* [What you will do]:
Copy every line of the records below where the word "body" occurs.

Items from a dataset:
------

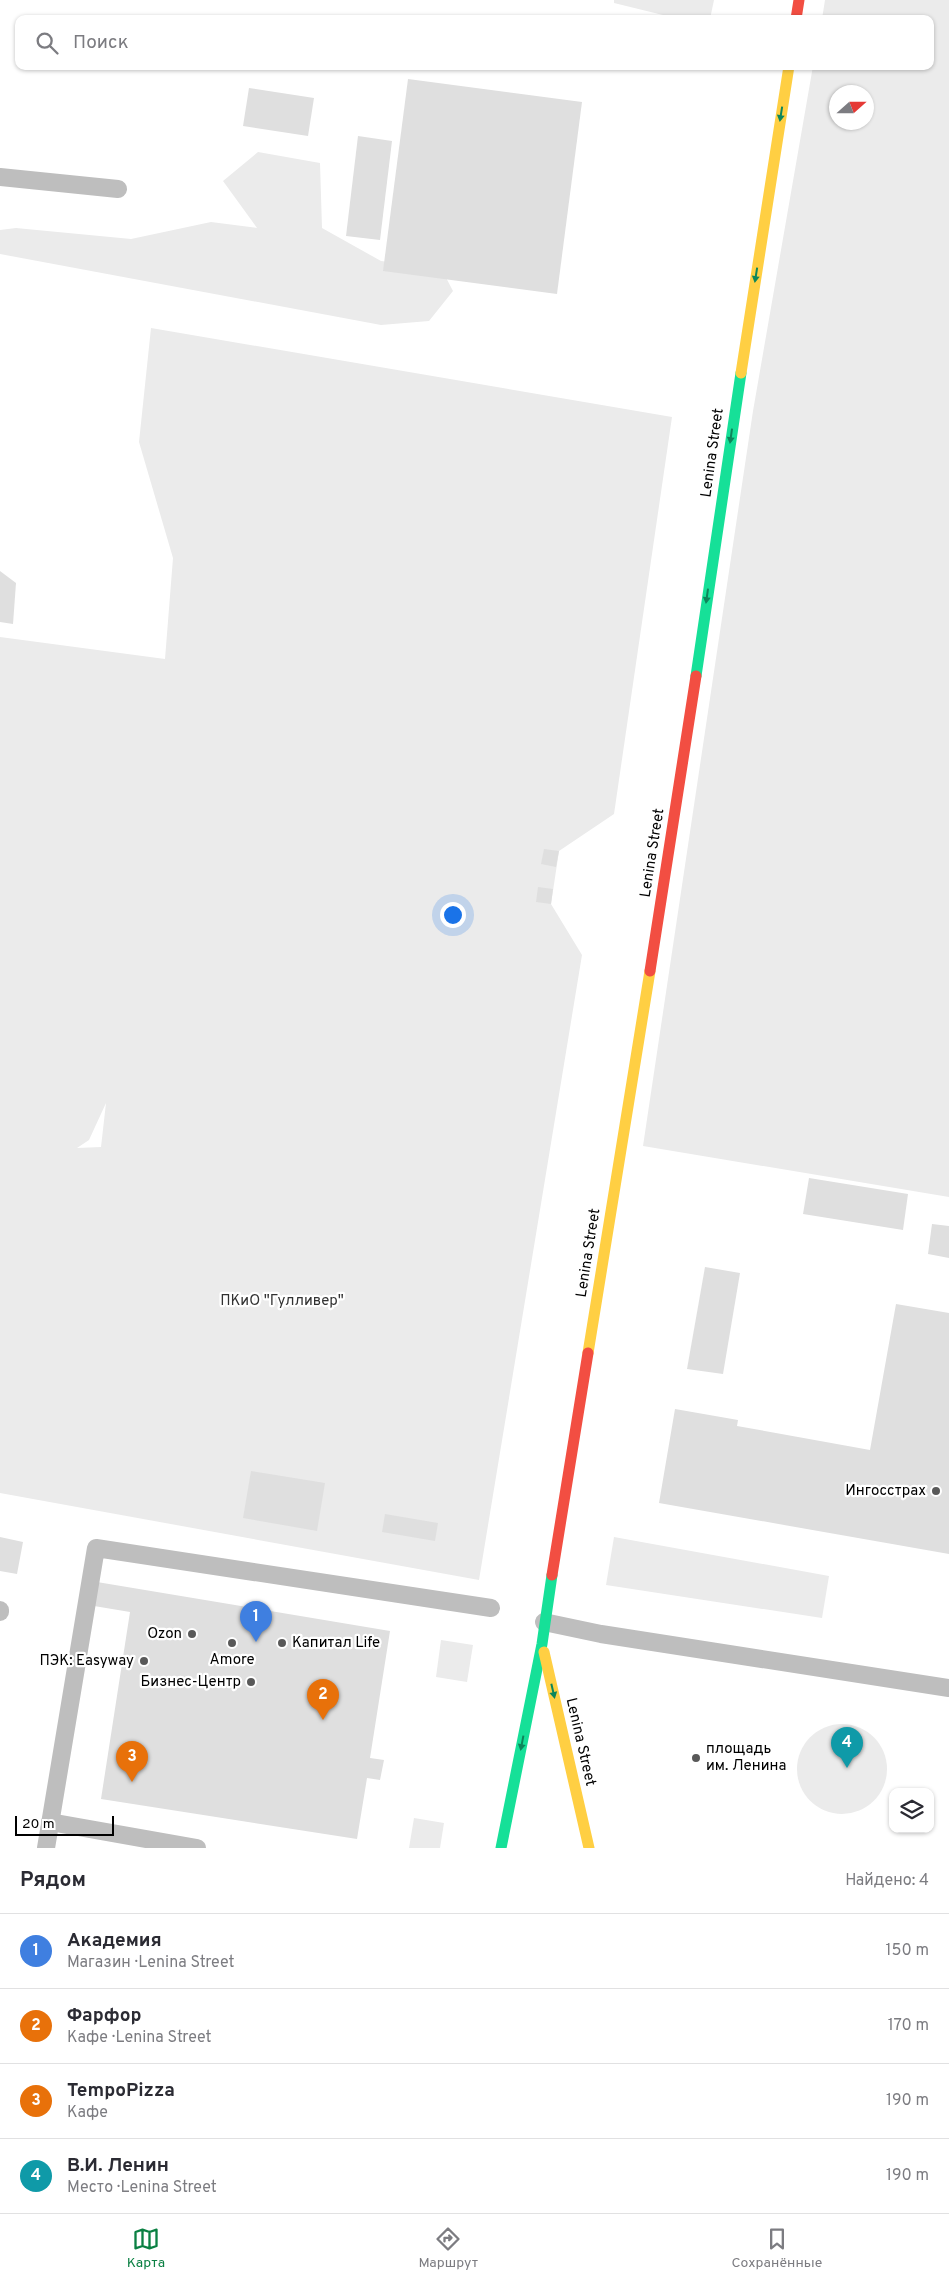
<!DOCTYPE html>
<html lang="ru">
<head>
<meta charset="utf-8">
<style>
  :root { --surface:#fff; --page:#f2f2f3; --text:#2b2b33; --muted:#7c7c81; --line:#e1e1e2; --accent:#0b8043 }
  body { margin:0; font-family:Overpass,sans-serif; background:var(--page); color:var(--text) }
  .controls { position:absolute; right:15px; bottom:15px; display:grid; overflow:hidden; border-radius:10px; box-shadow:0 1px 4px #0004 }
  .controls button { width:45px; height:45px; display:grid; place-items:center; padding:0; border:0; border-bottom:1px solid var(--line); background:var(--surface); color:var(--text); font:25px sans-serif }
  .compass { position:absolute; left:829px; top:85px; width:45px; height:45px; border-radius:50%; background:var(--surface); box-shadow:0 1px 4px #0004; rotate:69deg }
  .scale { position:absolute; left:15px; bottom:12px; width:99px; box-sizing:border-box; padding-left:5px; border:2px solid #000; border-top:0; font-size:14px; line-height:18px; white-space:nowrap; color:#000; -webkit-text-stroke:4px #fff; paint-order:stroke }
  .you { position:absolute; left:452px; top:914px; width:18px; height:18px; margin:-12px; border:4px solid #fff; border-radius:50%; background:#1a73e8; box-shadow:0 0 0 8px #1a73e833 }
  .badge { display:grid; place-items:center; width:32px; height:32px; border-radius:50%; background:var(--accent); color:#fff; font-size:16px; font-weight:700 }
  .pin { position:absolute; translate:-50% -41px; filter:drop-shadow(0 1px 2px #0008) }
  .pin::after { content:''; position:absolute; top:26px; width:18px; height:15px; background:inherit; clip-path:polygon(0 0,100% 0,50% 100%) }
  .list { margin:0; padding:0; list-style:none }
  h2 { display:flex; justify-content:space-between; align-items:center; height:65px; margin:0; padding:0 20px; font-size:21px }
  h2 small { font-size:16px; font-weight:400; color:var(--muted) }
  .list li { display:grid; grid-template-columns:32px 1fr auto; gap:15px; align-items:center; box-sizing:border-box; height:75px; padding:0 20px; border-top:1px solid var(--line) }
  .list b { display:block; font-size:19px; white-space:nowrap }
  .list p { margin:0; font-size:16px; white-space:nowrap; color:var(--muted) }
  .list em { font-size:16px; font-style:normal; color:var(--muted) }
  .icon { flex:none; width:28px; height:28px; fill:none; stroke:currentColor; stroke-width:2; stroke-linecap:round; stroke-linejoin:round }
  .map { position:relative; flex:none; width:949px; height:1848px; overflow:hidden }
  .search { position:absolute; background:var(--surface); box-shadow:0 1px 4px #0004; left:15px; right:15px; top:15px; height:55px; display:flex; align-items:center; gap:12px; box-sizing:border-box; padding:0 18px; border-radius:10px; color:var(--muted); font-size:19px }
  .sheet { height:365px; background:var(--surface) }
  nav { display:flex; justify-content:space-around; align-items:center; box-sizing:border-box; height:70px; border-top:1px solid var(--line); background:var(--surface); font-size:14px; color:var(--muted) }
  nav a { display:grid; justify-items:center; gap:2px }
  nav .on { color:var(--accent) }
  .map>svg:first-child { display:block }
</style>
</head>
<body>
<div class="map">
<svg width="949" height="1848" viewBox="0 0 949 1848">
  <rect width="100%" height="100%" fill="#fff"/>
  <g fill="#ebebeb" fill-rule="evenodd">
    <path d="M 614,0 L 714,0 L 710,19 L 669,19 L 667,16 L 614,3 Z"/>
    <path d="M 825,0 L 949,0 L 949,1197 L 643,1146 L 753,411 L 813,66 L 930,66 L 930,19 L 822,19 ZM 836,92 L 866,92 L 866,122 L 836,122 Z"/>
    <path d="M 258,152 L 320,163 L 322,228 L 381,261 L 441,268 L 453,291 L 429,321 L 381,325 L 0,254 L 0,230 L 16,228 L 131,239 L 211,222 L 257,228 L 223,181 Z"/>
    <path d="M 151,328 L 672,417 L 614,814 L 559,851 L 551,904 L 582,955 L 479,1580 L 0,1493 L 0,637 L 165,659 L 173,558 L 139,442 ZM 106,1103 L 101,1147 L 77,1148 L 89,1140 Z"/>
    <path d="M 614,1537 L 829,1576 L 822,1618 L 606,1585 Z"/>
    <path d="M 441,1640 L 473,1645 L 467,1682 L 436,1677 Z"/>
    <circle cx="842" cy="1769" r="45"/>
    <path d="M 414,1818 L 444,1823 L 440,1848 L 409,1848 Z"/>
  </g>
  <g fill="#dfdfdf">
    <path d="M 408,79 L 582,102 L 557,294 L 383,271 Z"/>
    <path d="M 249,88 L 314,98 L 308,136 L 243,126 Z"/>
    <path d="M 358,136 L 392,141 L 380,240 L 346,236 Z"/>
    <path d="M 0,571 L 16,583 L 13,624 L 0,622 Z"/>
    <path d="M 544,849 L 559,851 L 556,867 L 541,864 Z"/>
    <path d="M 538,887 L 553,889 L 551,904 L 536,902 Z"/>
    <path d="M 809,1178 L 908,1194 L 903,1230 L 803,1214 Z"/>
    <path d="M 932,1224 L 949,1226 L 949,1258 L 928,1254 Z"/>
    <path d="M 705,1267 L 740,1273 L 723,1374 L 687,1369 Z"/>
    <path d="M 896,1304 L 949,1313 L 949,1554 L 659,1503 L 675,1409 L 738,1420 L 737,1426 L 870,1450 Z"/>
    <path d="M 251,1471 L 325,1483 L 317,1531 L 243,1518 Z"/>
    <path d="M 385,1514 L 438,1523 L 435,1541 L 382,1532 Z"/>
    <path d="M 0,1537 L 23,1542 L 17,1574 L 0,1571 Z"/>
    <path d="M 97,1582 L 390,1631 L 370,1758 L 384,1760 L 380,1780 L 367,1778 L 357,1839 L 101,1799 L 130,1612 L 94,1606 Z"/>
  </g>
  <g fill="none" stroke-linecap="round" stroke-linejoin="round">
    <g stroke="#bebebe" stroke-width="18">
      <path d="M 0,177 L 118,189"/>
      <path d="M 0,1612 L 0,1610"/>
      <path d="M 544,1622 L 601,1634 L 949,1688"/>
      <path d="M 50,1822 L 197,1848"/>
      <path d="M 46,1848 L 96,1548 L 491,1608"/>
    </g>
    <g stroke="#16e098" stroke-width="11">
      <path d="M 696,676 L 741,373"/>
      <path d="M 501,1848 L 542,1644 L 552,1575"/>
    </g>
    <g stroke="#ffcf43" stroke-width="11">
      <path d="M 741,373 L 789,66"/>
      <path d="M 588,1353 L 650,971"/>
      <path d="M 544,1652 L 589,1848"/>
    </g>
    <g stroke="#f24e42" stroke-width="11">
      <path d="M 796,19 L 799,0"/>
      <path d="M 650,971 L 696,676"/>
      <path d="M 552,1575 L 588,1353"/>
    </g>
  </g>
  <defs><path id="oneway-solid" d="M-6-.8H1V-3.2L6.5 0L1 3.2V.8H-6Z" transform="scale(1.25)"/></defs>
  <g fill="#0d865b">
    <use href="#oneway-solid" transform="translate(781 114) rotate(99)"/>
    <use href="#oneway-solid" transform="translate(756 275) rotate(99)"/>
    <use href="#oneway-solid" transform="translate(731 436) rotate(98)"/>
    <use href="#oneway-solid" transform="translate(707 596) rotate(98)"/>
    <use href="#oneway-solid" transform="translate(553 1691) rotate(77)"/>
    <use href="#oneway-solid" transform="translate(522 1743) rotate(101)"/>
  </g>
  <g fill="#595959" stroke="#fff" stroke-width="2">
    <circle cx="936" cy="1491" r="5"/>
    <circle cx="192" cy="1634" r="5"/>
    <circle cx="232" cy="1643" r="5"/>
    <circle cx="282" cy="1643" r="5"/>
    <circle cx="144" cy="1661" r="5"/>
    <circle cx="251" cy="1682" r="5"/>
    <circle cx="696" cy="1758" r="5"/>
  </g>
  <g text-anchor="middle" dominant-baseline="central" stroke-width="4.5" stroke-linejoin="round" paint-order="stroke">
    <g font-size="15" fill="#000" stroke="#fff">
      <text transform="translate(713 453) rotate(-82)">Lenina Street</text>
      <text transform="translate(653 853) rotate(-81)">Lenina Street</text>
      <text transform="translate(589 1253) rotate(-81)">Lenina Street</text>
      <text transform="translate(580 1742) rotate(77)">Lenina Street</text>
    </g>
    <g font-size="15" fill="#323232" stroke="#fff">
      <text x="282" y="1301">ПКиО "Гулливер"</text>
    </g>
    <g font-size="15" fill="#000" stroke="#fff" text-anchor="end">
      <text x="926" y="1491">Ингосстрах</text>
      <text x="182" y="1634">Ozon</text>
      <text x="292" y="1643" text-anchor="start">Капитал Life</text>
      <text x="232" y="1660" text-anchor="middle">Amore</text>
      <text x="134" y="1661">ПЭК: Easyway</text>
      <text x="241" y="1682">Бизнес-Центр</text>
      <text x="706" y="1749" text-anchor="start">площадь<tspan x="706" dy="17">им. Ленина</tspan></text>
    </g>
  </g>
</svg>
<div class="controls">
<button><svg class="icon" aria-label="layers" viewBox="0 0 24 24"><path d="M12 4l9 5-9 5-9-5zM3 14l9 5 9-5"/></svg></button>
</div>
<svg class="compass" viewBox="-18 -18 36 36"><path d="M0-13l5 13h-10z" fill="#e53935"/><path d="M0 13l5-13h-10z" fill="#7c7c81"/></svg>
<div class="scale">20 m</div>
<div class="you"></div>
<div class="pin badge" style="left:256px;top:1642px;background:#3f7fe0">1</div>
<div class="pin badge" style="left:323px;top:1720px;background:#e8710a">2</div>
<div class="pin badge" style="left:132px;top:1782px;background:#e8710a">3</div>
<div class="pin badge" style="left:847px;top:1768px;background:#0f9aa8">4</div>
<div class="search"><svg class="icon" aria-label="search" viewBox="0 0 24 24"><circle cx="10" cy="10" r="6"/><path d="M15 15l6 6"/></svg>Поиск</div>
</div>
<section class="sheet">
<h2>Рядом<small>Найдено: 4</small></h2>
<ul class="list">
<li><span class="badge" style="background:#3f7fe0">1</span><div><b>Академия</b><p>Магазин · Lenina Street</p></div><em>150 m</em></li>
<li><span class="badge" style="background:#e8710a">2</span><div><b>Фарфор</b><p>Кафе · Lenina Street</p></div><em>170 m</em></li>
<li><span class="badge" style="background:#e8710a">3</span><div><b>TempoPizza</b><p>Кафе</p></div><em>190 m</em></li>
<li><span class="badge" style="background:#0f9aa8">4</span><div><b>В.И. Ленин</b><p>Место · Lenina Street</p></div><em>190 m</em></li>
</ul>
</section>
<nav>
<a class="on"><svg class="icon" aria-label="map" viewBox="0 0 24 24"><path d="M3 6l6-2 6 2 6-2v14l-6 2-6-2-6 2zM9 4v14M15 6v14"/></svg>Карта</a>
<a><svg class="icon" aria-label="directions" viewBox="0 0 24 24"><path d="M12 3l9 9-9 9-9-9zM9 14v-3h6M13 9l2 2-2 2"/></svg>Маршрут</a>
<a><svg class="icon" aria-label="saved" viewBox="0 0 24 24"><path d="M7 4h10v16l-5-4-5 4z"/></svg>Сохранённые</a>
</nav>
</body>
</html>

------

* [Response to this exercise]:
  body { margin:0; font-family:Overpass,sans-serif; background:var(--page); color:var(--text) }
<body>
</body>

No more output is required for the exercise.